確かに、両派には小選挙区制の問題など異なる政策もある。しかし、小沢事件は「民主主義」という両派の政策の源泉となる理念=憲法の根幹的理念=を破壊・否定する重大事件であった。理念と個々の政策では理念の方が優先されるべきものであるから、政策の違いがあれ、左派が本当に「民主主義」を理念とするなら、共に戦うべきである。
小沢氏は、選挙では極力他党と大同団結して戦うことを目指す政治家であるので、小沢氏の側から左派に共闘を呼びかける可能性がある。おそらく共産党は拒否するだろうが、日本の左派が民主主義的左翼と自称するなら、「生活の党」とも共闘して「独裁制」と戦うべきであり、選挙も含めて小沢派を排除するのは誤りである。もちろん、他のリベラル政党も、本当のリベラル派だと自称するなら、「生活の党」とも共闘して「独裁制」と戦うべきである。

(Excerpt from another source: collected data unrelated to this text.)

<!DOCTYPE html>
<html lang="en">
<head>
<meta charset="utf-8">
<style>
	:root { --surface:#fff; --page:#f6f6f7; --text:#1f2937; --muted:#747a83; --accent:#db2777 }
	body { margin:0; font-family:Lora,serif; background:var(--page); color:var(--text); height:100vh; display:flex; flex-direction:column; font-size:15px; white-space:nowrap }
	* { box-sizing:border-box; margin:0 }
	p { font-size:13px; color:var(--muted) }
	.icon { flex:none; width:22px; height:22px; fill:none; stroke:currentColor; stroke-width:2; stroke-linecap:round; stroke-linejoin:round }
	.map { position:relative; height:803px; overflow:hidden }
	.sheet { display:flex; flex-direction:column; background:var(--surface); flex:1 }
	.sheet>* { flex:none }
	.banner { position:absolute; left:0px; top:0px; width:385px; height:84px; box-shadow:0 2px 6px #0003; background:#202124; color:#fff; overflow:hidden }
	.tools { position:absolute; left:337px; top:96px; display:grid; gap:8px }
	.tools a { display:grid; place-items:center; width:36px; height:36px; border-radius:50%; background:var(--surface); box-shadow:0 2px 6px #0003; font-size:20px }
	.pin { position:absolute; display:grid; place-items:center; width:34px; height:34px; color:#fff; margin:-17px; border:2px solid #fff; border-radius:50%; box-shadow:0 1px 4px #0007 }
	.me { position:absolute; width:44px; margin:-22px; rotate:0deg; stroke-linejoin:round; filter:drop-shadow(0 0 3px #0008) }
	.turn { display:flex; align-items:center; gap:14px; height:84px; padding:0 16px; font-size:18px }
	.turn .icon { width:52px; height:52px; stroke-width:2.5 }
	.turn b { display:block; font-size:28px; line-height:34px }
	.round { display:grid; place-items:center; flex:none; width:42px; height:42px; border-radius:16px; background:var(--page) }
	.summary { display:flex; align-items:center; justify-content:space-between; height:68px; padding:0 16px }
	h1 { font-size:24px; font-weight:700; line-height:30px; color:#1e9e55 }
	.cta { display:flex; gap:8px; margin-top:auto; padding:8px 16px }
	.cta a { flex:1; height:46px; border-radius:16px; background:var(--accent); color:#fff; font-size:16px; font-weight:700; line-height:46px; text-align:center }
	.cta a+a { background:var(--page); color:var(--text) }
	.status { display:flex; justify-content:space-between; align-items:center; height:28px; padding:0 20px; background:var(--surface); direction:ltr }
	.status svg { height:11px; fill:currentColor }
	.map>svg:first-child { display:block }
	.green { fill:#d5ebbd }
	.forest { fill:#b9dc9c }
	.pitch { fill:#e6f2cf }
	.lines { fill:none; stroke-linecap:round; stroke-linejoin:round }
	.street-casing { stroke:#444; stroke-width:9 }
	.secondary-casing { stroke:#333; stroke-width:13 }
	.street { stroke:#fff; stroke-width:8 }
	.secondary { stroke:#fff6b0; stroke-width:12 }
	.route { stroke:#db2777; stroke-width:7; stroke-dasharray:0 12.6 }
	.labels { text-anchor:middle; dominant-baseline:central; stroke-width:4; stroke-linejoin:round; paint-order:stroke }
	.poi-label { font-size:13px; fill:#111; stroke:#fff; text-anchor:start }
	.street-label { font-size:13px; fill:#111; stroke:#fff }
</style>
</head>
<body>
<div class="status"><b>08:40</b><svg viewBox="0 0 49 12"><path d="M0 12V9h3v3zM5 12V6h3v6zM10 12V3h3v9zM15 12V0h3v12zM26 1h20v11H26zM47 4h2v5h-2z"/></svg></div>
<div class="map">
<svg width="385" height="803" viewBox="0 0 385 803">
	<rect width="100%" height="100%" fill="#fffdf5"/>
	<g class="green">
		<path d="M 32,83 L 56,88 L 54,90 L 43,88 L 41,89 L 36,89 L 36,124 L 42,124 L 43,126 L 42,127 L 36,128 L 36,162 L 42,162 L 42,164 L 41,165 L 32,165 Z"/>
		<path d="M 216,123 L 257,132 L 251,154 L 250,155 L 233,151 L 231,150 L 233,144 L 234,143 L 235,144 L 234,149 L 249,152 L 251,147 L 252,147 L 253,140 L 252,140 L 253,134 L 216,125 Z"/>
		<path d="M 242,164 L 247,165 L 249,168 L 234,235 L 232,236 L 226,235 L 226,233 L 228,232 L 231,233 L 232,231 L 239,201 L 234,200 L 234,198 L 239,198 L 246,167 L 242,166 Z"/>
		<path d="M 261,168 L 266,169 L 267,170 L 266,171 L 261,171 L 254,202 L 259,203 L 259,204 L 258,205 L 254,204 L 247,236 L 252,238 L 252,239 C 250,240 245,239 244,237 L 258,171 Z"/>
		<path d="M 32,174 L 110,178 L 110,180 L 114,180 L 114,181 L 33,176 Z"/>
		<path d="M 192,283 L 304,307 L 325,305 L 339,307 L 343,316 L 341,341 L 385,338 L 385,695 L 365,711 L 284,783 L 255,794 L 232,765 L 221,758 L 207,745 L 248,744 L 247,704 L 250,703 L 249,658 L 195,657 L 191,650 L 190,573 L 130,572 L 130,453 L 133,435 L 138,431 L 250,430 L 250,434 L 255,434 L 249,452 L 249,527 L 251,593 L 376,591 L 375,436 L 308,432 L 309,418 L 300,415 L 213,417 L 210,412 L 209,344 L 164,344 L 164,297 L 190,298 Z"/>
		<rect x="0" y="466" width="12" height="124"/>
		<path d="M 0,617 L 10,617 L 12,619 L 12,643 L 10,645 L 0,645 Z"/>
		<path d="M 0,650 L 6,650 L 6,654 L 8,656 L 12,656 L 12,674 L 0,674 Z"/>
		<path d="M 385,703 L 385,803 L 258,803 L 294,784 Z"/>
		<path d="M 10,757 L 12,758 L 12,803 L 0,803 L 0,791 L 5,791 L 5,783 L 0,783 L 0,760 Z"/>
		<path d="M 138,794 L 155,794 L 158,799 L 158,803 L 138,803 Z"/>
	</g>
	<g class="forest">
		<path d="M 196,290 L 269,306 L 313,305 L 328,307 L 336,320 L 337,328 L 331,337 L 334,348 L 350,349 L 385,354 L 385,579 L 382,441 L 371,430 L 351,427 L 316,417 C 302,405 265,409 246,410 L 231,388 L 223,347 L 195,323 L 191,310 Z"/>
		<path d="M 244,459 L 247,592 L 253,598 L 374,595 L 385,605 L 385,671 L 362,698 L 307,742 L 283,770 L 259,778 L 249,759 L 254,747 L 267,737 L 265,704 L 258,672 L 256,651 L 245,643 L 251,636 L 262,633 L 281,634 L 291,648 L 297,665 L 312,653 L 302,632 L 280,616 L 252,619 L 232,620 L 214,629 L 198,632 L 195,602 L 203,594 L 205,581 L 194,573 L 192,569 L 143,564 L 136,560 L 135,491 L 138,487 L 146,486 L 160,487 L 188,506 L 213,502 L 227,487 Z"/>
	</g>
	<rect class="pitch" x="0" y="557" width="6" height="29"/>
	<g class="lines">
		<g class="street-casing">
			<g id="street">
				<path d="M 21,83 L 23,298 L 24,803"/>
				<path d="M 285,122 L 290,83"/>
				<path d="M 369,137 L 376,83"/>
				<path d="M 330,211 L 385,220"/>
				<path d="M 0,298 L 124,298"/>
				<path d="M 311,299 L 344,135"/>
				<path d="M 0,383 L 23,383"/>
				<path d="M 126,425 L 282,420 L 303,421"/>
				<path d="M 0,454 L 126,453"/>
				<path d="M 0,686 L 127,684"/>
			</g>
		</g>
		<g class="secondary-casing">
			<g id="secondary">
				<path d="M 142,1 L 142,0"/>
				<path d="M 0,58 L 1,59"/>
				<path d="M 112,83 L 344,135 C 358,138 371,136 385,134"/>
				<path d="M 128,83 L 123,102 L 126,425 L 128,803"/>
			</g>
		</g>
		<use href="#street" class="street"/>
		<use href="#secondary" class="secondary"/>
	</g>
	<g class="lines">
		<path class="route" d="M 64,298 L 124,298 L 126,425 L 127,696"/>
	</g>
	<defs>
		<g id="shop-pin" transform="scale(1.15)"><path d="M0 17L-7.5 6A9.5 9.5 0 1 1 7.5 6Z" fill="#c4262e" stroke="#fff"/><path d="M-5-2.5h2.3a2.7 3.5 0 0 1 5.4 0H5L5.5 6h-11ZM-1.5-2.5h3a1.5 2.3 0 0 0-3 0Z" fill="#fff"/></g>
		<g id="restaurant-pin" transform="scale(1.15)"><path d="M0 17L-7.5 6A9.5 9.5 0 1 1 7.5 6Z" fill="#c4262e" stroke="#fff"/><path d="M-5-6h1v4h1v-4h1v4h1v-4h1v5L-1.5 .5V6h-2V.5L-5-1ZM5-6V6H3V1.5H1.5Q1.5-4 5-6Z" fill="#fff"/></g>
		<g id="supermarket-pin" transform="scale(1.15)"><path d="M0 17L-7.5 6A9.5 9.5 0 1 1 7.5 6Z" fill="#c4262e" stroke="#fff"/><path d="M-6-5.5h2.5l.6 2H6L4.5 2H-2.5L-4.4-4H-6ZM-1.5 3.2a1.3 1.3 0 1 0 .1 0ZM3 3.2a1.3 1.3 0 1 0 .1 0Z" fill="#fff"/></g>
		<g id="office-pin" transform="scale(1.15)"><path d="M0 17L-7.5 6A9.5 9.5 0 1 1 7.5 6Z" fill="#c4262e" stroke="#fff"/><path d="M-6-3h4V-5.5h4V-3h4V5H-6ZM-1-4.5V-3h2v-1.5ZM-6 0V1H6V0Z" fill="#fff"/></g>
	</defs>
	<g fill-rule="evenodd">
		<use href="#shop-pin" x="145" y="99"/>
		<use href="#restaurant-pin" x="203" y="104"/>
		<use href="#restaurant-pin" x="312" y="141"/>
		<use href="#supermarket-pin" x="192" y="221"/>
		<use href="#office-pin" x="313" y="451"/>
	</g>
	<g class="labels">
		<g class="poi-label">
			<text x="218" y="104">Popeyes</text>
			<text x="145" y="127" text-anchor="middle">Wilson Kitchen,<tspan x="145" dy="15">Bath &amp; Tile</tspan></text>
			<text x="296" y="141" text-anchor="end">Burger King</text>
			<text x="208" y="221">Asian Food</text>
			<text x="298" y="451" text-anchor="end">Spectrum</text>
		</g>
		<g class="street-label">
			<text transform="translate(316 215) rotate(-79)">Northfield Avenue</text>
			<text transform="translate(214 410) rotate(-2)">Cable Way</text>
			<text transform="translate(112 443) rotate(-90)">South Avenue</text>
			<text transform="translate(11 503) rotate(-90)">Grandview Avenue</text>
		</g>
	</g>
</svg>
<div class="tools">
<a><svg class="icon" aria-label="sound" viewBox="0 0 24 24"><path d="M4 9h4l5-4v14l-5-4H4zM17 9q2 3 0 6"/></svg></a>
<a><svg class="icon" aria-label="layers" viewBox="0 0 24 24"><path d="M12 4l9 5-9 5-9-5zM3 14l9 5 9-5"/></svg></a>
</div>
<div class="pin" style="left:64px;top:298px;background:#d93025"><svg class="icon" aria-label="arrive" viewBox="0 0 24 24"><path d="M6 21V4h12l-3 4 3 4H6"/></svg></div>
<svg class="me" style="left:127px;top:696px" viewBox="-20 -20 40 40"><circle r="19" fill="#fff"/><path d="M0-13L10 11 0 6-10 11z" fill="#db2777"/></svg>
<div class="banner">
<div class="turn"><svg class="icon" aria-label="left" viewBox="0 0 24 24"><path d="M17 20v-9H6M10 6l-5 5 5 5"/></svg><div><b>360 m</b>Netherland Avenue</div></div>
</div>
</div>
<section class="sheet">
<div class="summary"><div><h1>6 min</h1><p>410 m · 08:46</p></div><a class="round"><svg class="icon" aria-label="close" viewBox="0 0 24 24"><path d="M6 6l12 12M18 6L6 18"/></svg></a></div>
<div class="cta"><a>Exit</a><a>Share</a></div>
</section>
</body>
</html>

小沢事件を起こした従米派謀略組織は、同じ支配層である小沢派による政権奪取までも阻止しようとした。この謀略組織は、将来、左派による政権交代が目前となれば、暗殺とか冤罪以上の手段で阻もうとする可能性もあると予想すべきである。だから、この謀略組織は単に小沢派だけの敵ではなく、全ての「議会制民主主義」勢力の敵である。
●小沢氏の<日本=「独裁国家」論は、この3年半に渡る徹底的な迫害経験が生み出した体験的国家観である。また、この理不尽な迫害を、小沢氏と同じ立場で経験してきた小沢氏の支持者たちも、日本は「独裁国家」と確信するようになった。つまり、小沢派は、トップから一般の支持者まで全員が日本は「独裁国家」と確信する政治集団へと変貌したのである。
これは、小沢支持者が多いネット掲示板である「阿修羅」の投稿を読めば、誰でも直ぐにわかる。従米謀略組織は、小沢氏を事実上の「失脚」状態へと追い込むことに成功したが、一方で、小沢派を左派と同じ国家観を持つ政治集団に鍛え上げてしまったのである。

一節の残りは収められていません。